Cyndi - I agree that there are times when kids make bad decisions and it's their choice their decision and not anything that their parents taught them. Sometimes life just doesn't make sense and that's always been a truth. However I very much agree with AOTB. I've worked in various customer service type jobs for the last 16 years and I see more and more parents that bring children into a place of business, that don't want to own up to their responsibility of their own children, that think that they don't need to do anything even though their child(ren) are screaming at the top of their lungs in the middle of a workplace, that think they don't need to do anything when their child(ren) is running around, climbing furnature, playing with the elevator, making a mess of brochures etc.
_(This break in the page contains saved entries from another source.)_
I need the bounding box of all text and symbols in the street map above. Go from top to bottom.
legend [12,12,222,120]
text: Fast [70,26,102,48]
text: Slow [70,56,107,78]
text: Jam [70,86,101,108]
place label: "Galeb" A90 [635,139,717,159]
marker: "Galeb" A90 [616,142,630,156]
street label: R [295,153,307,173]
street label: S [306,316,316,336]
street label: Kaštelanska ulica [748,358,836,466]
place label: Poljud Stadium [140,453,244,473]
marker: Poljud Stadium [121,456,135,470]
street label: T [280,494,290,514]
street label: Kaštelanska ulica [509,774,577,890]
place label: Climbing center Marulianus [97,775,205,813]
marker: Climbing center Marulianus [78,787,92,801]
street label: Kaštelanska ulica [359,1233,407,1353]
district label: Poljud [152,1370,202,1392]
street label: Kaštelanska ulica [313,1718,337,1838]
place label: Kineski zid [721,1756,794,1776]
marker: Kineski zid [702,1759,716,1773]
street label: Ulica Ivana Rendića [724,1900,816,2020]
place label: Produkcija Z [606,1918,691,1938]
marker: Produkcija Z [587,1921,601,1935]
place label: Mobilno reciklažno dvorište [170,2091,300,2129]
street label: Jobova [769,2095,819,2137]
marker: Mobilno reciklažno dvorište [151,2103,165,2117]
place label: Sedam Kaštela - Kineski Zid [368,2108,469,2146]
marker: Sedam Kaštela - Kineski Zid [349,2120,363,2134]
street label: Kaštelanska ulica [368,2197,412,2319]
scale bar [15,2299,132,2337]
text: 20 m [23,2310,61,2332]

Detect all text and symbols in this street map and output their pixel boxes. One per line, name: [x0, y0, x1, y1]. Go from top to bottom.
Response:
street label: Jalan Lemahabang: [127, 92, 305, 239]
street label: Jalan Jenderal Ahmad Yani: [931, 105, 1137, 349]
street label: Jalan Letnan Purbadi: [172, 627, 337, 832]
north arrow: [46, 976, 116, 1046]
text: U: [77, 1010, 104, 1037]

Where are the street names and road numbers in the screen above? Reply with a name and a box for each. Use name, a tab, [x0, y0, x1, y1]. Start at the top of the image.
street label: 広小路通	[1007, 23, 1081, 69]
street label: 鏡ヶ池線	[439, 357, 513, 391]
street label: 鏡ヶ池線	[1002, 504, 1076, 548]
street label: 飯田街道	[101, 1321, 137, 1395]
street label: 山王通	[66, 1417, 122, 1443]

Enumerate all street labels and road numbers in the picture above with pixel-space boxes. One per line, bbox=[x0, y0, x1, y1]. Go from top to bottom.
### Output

This is not what I call parenting, it's what I call ignoring responsibilities and neglect. I see it happen everyday.

When I was growing up, my parents wouldn't let me get away with that behavior. It didn't matter if we'd only gotten to Disneyland 1 hour before and my parents had shelled out alot of money for it, if my brother and I acted up and wouldn't listen to my parents, then we lost our fun day. My parents would pack us up and take us home. Let me tell you, it only took once for us to realize we didn't want that to happen ever again! Same went for anywhere we went.

While I admit there are definitely exceptions to the rule, there are an awful lot of kids out there that are not getting the attention, structure, and discipline that they need, and for that, the parents are at fault.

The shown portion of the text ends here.